> [THE TASK]: Read through the entries below and copy each line where "restore" turns up.
####
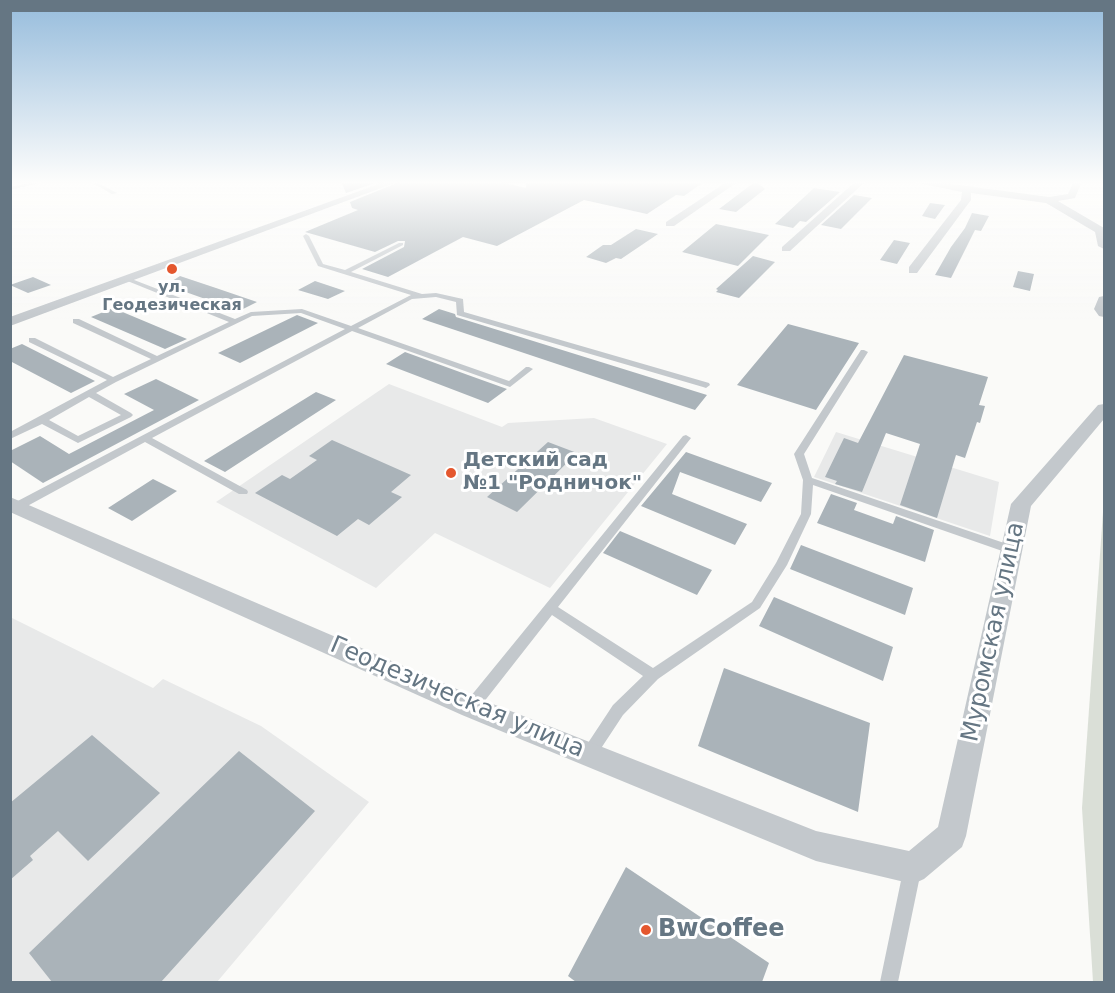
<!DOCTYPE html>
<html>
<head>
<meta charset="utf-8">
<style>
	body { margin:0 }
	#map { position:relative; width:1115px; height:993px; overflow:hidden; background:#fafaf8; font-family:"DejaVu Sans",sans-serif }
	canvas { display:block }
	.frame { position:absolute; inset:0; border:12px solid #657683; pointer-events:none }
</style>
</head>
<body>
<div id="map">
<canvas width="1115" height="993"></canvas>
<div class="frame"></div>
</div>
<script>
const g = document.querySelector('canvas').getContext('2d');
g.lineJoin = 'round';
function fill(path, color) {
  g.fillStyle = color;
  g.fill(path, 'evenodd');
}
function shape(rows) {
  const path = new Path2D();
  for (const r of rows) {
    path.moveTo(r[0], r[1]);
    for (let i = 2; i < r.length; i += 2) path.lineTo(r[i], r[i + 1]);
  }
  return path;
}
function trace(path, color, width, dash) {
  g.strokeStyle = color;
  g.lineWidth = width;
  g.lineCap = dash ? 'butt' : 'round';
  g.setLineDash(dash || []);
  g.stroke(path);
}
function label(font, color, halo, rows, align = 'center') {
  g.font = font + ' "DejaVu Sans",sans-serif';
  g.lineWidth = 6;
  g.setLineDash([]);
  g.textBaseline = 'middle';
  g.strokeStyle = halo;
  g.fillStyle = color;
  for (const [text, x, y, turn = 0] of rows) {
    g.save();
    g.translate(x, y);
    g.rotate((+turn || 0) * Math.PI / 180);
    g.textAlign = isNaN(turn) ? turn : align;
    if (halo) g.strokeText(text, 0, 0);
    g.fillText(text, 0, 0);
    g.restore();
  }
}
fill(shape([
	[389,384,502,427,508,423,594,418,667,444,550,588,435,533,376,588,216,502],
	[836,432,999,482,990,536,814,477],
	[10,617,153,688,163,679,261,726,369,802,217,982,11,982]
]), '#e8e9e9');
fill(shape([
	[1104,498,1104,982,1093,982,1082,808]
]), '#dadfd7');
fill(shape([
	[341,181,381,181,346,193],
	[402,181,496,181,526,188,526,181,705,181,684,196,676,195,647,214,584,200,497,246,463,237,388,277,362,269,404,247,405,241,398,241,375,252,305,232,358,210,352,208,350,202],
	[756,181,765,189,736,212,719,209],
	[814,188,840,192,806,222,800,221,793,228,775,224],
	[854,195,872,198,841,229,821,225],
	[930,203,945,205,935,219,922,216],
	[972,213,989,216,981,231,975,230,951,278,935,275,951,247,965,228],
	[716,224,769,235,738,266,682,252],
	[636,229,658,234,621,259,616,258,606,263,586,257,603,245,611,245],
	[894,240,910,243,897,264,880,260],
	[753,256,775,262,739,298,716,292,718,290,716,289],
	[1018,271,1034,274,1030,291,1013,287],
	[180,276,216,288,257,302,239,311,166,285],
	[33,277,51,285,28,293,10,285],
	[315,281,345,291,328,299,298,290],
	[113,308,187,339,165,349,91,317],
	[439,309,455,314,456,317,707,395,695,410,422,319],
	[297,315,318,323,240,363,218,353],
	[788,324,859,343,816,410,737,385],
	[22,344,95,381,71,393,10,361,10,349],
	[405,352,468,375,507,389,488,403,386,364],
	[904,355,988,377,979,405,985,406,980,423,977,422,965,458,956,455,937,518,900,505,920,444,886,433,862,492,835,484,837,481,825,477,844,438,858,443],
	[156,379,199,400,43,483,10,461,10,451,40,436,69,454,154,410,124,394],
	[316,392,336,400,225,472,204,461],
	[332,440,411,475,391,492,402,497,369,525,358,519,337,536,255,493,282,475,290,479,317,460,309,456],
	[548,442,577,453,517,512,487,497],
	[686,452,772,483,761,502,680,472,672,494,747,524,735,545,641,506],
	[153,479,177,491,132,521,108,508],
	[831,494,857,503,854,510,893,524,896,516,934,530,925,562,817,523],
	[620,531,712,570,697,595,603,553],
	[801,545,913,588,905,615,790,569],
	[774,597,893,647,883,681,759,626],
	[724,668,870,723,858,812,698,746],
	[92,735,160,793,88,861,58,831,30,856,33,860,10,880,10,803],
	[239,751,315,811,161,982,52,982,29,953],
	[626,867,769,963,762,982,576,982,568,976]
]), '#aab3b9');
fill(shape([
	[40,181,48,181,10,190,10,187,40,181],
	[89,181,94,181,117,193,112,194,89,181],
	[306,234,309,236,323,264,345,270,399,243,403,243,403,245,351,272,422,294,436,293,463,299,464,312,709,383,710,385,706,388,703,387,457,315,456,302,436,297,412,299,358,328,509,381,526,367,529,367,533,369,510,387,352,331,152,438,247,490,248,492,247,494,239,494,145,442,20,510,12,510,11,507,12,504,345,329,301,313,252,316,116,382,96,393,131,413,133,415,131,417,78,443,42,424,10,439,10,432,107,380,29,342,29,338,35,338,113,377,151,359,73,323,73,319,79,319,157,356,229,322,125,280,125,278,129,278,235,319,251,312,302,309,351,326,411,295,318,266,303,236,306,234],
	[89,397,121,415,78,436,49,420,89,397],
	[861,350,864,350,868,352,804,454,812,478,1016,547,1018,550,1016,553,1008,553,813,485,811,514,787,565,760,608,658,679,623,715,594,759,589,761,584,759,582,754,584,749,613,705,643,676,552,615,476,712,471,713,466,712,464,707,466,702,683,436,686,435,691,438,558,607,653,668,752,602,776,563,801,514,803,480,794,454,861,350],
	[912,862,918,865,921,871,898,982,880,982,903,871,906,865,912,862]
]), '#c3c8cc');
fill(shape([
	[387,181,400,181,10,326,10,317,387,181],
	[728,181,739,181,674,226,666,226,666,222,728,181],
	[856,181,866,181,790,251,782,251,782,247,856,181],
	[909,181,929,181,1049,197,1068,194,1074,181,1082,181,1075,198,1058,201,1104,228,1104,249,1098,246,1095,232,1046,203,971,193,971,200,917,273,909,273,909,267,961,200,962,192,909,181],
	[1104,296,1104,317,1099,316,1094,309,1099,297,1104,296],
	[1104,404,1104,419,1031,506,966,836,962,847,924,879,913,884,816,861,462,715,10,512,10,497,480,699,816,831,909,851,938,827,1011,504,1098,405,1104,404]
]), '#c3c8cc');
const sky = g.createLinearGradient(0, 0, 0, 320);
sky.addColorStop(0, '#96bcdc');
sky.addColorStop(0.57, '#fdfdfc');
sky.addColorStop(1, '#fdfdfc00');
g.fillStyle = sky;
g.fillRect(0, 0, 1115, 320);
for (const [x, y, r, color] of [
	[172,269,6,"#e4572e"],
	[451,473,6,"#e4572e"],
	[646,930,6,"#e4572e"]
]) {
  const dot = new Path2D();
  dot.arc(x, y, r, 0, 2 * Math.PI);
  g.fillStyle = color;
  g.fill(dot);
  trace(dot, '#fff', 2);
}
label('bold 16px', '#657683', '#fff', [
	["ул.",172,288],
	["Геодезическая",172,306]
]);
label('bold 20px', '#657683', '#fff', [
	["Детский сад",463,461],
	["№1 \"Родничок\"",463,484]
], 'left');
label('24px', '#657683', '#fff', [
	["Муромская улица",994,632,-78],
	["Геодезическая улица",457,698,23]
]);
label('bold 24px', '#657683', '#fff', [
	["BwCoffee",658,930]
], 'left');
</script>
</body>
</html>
####
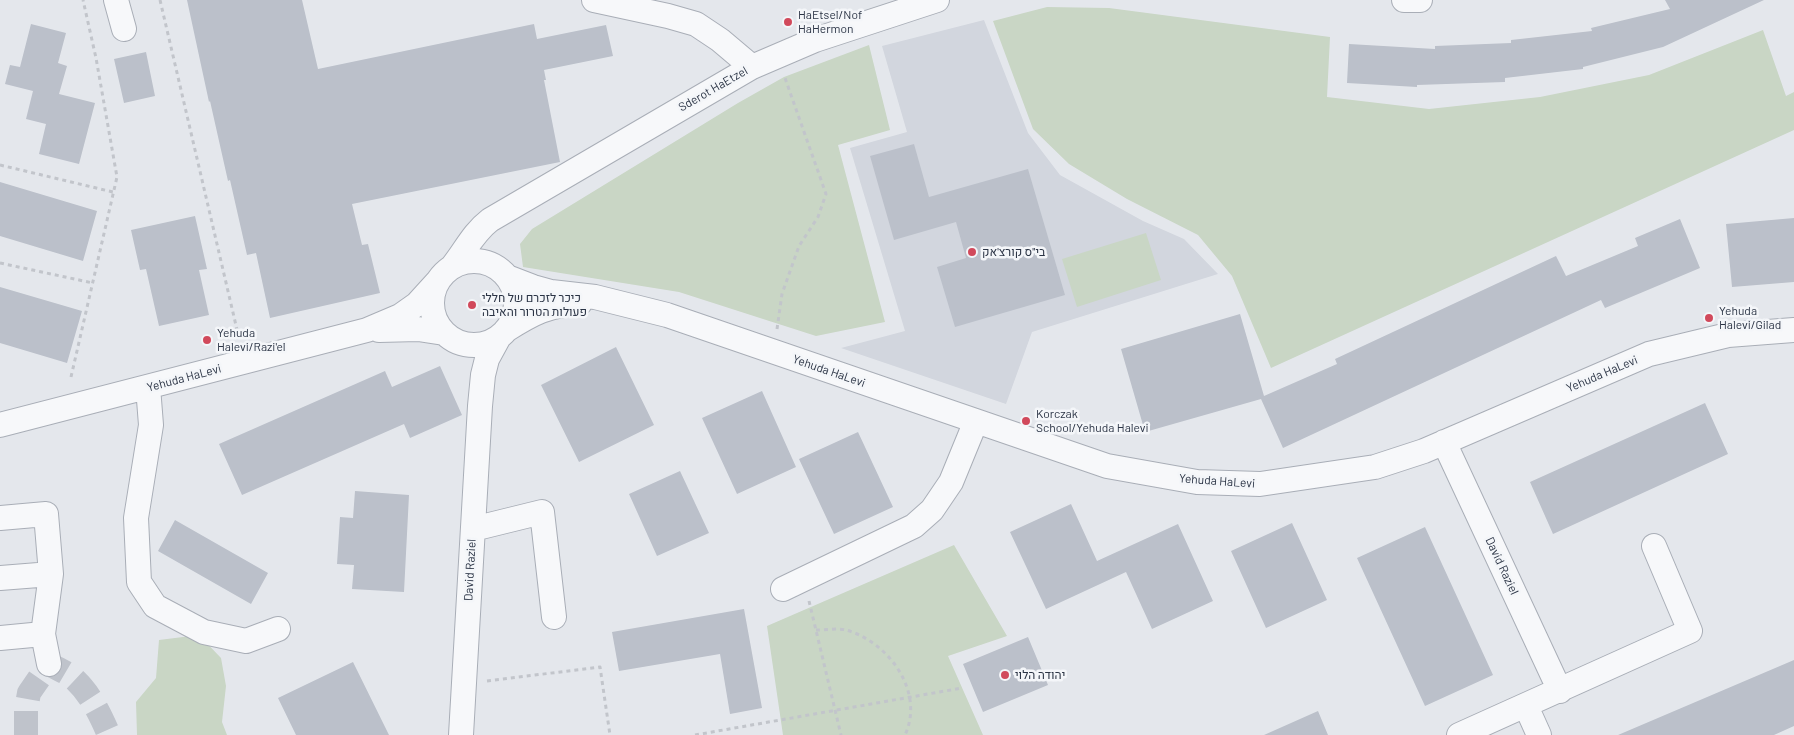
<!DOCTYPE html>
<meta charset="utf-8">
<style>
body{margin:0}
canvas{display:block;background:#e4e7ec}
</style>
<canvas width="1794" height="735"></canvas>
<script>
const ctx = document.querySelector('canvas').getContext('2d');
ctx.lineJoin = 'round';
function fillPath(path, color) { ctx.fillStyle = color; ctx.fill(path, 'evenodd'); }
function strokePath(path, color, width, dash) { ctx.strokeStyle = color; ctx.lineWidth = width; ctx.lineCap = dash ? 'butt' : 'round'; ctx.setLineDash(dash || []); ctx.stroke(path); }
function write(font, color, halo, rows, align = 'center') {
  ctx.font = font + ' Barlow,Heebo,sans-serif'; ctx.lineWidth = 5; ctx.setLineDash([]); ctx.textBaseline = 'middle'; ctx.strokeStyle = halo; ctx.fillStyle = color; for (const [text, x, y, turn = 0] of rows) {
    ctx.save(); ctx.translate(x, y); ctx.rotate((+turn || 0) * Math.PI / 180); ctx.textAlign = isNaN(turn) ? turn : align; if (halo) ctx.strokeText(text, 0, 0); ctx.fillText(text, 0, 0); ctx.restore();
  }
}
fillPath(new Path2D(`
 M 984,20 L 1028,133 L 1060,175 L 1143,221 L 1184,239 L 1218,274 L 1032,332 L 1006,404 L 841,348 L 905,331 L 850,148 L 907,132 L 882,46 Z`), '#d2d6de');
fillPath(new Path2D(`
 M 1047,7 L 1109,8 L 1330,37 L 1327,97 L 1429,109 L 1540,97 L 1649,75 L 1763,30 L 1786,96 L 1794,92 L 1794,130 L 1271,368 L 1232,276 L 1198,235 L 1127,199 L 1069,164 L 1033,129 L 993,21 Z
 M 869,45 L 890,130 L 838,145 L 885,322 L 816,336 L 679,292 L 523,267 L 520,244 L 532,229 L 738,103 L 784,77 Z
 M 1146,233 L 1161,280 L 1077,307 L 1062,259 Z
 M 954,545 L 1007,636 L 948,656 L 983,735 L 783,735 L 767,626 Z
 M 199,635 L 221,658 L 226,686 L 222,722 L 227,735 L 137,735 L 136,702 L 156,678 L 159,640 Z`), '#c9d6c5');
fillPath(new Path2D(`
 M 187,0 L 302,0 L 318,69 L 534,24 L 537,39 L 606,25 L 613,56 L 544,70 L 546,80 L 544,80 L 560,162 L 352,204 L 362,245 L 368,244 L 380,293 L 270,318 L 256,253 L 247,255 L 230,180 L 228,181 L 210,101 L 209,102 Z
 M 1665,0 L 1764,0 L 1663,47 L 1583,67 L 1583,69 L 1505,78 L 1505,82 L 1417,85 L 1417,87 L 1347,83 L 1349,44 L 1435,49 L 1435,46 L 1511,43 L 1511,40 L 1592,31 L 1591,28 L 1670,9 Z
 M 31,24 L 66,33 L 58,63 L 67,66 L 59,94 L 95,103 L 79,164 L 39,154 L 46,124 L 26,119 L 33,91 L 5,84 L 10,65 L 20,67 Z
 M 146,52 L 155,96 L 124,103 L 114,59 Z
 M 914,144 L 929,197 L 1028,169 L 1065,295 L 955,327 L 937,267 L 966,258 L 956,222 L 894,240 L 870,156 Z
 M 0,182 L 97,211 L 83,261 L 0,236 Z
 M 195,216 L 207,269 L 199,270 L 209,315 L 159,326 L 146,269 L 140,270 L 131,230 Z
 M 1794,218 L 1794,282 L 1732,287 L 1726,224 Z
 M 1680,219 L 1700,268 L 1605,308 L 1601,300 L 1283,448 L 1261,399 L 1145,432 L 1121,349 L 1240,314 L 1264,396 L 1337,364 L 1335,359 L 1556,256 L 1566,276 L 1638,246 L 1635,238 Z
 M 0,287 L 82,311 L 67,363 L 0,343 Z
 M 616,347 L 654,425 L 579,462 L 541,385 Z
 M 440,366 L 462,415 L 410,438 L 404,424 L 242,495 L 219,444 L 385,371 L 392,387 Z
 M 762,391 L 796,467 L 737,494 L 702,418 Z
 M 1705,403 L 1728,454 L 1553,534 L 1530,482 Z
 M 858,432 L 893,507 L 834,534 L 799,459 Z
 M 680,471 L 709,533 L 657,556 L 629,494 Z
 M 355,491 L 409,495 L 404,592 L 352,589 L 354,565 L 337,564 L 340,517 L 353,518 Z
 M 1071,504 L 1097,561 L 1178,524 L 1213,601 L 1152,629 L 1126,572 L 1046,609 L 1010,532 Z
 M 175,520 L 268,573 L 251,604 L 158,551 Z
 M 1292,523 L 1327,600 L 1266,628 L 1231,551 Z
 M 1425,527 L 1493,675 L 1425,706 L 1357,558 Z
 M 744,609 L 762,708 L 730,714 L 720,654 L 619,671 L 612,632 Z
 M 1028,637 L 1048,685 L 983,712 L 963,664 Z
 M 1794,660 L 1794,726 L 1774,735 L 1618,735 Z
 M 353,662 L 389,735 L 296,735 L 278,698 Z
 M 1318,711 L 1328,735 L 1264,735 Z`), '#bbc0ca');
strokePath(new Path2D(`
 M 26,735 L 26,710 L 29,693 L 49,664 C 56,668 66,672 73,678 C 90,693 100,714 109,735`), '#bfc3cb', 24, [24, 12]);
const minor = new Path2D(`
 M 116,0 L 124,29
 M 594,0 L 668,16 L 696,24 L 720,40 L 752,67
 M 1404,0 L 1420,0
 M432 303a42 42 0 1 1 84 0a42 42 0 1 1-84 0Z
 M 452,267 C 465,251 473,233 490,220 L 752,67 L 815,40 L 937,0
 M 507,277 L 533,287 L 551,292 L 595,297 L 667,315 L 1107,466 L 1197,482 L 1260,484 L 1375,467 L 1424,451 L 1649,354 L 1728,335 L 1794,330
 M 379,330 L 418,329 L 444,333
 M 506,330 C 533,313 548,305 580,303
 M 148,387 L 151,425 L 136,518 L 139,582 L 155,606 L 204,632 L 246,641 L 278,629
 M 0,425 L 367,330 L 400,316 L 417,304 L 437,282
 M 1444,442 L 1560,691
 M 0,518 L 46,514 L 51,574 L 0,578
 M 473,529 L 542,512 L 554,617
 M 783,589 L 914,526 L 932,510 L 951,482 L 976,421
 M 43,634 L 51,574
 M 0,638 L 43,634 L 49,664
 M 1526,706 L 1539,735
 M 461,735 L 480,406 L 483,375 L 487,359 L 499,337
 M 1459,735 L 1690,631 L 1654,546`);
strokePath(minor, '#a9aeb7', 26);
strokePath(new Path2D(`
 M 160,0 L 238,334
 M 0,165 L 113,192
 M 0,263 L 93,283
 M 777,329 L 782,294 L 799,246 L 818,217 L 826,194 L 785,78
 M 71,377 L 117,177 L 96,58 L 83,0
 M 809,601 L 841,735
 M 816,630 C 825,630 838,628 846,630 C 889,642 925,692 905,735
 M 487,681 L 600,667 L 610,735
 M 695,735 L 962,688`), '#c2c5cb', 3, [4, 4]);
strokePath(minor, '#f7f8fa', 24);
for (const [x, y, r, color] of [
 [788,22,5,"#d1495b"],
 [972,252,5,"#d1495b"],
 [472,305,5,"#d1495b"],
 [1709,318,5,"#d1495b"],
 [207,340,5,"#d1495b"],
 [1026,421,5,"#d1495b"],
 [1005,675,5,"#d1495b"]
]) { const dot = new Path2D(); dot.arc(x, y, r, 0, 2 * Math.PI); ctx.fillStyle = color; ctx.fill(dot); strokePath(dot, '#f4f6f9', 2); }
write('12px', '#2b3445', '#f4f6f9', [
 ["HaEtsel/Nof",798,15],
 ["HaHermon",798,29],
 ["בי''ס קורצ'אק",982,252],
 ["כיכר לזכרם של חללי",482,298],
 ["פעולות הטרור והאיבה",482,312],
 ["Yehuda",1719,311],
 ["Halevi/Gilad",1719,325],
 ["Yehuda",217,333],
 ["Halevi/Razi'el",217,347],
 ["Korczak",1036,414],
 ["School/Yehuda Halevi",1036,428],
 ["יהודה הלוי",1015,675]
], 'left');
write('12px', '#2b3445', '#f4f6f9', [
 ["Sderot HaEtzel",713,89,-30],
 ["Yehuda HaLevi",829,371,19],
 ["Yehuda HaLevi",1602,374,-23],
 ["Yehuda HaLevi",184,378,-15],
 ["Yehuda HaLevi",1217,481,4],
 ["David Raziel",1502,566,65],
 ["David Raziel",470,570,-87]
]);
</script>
####
> [YOUR SOLUTION]:
    g.restore();
    ctx.save(); ctx.translate(x, y); ctx.rotate((+turn || 0) * Math.PI / 180); ctx.textAlign = isNaN(turn) ? turn : align; if (halo) ctx.strokeText(text, 0, 0); ctx.fillText(text, 0, 0); ctx.restore();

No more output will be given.